Speaking at an event in his home state of South Carolina on Friday night, Mulvaney said that moving employees of the federal government out of Washington, D.C., is a “wonderful way” to “drain the swamp” because those employees will likely quit rather than move.

Mulvaney said during his speech that he tried to do with when he was at the CFPB, and relocate the agency’s headquarters to Cleveland, but legislation barred him from doing that. Nonetheless, there was still a report that the CFPB was considering relocating some employees from Washington, D.C. to a satellite office in Dallas. At the time, reducing expenses was cited as the reason why the employees would be moved, but after his remarks on Friday, it could be that Mulvaney had a different motive.

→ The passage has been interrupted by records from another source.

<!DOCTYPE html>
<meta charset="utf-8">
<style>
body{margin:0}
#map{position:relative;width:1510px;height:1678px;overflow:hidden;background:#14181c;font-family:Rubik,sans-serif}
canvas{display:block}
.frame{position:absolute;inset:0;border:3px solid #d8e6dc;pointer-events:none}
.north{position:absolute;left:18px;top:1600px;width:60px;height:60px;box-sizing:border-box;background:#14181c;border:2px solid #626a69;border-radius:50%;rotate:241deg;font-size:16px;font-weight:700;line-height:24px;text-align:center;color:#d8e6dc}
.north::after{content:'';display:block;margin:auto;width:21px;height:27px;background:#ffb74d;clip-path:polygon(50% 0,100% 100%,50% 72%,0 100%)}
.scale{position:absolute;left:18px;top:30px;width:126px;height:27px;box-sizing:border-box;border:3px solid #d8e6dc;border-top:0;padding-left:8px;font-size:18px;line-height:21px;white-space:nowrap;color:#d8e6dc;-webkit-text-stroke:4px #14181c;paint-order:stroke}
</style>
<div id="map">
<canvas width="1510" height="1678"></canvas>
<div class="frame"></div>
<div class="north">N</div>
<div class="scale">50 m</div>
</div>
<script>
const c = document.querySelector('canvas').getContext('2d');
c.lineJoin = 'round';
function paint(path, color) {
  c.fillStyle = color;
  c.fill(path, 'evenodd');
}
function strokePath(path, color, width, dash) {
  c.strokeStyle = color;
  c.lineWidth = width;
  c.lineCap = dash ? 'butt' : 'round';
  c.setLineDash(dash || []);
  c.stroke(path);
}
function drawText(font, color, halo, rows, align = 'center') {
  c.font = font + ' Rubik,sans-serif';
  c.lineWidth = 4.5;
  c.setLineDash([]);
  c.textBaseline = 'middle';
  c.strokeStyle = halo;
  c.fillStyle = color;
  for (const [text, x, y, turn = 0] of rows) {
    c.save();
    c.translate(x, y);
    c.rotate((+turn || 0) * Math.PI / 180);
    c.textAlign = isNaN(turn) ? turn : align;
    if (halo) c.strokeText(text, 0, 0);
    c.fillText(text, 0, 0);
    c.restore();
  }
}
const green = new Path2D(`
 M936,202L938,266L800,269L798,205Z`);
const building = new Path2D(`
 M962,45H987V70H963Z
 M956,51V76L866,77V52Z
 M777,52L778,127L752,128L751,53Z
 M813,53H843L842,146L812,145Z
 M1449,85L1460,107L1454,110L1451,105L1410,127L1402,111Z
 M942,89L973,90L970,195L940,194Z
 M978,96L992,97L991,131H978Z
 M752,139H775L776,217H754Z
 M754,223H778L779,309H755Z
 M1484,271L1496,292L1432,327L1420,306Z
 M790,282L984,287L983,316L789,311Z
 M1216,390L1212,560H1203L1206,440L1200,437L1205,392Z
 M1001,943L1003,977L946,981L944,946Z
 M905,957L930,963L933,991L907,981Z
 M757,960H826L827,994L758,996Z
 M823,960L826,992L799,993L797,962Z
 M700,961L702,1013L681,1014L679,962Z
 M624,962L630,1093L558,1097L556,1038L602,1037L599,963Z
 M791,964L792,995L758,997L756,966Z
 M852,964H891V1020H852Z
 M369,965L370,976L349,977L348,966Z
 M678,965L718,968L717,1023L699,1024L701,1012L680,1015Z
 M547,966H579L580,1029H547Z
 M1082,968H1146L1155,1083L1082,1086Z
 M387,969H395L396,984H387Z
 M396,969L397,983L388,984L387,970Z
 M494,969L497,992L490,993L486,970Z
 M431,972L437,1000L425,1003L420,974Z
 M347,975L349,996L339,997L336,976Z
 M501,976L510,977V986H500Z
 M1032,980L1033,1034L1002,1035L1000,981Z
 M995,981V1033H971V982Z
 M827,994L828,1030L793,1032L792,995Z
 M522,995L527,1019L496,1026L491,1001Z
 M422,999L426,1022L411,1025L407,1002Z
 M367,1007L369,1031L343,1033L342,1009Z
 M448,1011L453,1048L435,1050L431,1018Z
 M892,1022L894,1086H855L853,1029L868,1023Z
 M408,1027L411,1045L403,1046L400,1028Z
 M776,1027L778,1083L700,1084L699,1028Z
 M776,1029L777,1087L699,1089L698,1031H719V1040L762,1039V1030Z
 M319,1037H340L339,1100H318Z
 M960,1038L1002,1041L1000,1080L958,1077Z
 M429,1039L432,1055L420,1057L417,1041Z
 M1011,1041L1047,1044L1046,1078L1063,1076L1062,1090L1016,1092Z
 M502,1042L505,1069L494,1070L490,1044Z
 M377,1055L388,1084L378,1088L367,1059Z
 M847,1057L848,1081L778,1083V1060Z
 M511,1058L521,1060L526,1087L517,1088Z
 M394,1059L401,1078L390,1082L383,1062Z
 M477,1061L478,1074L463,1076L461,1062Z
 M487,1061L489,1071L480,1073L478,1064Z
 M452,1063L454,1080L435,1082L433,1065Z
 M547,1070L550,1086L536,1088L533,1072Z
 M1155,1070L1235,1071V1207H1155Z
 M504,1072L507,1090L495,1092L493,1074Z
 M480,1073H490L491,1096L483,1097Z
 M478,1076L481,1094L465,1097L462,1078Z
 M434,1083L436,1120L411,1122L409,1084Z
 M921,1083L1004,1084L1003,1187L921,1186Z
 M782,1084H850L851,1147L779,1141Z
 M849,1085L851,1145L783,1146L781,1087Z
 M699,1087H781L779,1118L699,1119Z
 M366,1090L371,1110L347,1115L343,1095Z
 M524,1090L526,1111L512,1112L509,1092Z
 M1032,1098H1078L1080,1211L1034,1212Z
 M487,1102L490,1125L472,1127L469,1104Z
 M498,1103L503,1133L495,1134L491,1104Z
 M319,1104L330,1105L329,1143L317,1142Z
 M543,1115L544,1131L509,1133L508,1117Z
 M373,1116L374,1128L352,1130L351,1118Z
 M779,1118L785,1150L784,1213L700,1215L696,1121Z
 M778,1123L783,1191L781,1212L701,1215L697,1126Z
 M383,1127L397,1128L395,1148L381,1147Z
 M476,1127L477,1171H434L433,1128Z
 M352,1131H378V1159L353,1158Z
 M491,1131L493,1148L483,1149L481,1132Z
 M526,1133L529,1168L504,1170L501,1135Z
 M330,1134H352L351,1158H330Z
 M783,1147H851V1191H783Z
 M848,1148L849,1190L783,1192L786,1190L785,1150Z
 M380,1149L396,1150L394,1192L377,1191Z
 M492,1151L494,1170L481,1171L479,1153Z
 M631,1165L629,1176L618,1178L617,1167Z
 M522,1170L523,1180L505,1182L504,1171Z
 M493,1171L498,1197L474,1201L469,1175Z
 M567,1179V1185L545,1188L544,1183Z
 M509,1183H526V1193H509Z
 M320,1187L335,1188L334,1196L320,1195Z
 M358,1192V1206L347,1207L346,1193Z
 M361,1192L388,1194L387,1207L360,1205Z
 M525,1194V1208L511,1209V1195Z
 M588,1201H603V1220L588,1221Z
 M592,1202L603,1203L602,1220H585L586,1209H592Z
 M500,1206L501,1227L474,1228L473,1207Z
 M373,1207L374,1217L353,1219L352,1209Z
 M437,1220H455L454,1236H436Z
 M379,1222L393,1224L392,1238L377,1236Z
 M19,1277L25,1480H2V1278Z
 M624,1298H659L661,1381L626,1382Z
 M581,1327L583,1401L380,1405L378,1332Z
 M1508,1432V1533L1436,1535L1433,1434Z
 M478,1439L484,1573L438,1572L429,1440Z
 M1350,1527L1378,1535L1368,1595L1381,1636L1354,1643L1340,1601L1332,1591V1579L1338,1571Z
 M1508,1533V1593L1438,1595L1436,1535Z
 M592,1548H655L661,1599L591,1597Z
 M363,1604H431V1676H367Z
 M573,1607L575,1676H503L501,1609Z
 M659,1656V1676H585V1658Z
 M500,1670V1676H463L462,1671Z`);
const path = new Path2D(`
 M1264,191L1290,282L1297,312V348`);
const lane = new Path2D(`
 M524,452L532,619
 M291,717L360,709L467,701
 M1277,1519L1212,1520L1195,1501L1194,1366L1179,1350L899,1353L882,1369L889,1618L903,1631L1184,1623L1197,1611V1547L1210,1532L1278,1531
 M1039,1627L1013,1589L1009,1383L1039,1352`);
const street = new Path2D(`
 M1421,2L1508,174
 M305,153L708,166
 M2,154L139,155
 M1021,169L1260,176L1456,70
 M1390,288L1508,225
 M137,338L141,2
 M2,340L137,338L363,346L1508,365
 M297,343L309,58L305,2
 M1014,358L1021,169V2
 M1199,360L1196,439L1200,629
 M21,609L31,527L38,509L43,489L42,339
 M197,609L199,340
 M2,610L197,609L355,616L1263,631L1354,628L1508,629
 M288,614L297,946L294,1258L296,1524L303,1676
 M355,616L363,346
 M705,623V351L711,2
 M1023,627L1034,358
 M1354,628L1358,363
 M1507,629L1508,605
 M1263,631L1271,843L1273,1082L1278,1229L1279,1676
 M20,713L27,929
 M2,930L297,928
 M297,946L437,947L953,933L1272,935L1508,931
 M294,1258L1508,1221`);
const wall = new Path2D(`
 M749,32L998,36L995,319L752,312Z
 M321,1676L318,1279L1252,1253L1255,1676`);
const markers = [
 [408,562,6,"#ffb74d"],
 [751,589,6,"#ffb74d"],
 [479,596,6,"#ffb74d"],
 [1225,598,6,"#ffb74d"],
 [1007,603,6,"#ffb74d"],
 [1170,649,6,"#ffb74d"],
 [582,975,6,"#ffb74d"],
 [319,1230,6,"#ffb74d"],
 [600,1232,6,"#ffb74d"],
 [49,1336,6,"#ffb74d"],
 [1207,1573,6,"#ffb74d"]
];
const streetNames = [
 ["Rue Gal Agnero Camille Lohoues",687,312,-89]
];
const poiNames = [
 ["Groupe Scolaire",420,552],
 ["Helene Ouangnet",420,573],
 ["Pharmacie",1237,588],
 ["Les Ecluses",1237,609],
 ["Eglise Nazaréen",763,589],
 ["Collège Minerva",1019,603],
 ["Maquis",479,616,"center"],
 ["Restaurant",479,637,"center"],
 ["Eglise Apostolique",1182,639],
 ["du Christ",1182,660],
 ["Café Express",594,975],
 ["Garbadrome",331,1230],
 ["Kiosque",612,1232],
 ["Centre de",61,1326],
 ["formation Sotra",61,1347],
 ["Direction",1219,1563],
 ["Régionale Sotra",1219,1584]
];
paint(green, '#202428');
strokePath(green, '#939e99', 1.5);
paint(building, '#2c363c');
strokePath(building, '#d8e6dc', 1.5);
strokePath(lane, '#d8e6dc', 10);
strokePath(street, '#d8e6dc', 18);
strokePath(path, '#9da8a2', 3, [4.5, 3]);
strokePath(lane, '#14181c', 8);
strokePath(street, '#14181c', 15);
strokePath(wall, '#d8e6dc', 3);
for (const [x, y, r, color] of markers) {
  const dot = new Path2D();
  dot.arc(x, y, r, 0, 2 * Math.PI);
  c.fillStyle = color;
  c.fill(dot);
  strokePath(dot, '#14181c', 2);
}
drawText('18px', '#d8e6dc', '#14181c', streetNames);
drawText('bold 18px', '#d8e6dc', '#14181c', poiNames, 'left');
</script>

The Department of Agriculture moved two offices to Kansas City, and Mulvaney said that a majority of the workers quit rather than be relocated.

“Guess what happened? More than half the people quit. Now, it’s nearly impossible to fire a federal worker. I know that because a lot of them work for me, and I’ve tried. You can’t do it.

“By simply saying to people, ‘You know what, we’re going to take you outside the bubble, outside the Beltway, outside this liberal haven of Washington, D.C., and move you out to the real part of the country, and they quit.

“What a wonderful way to sort of streamline government and do what we haven’t been able to do for a long time,” concluded, adding, “even that was difficult to do.”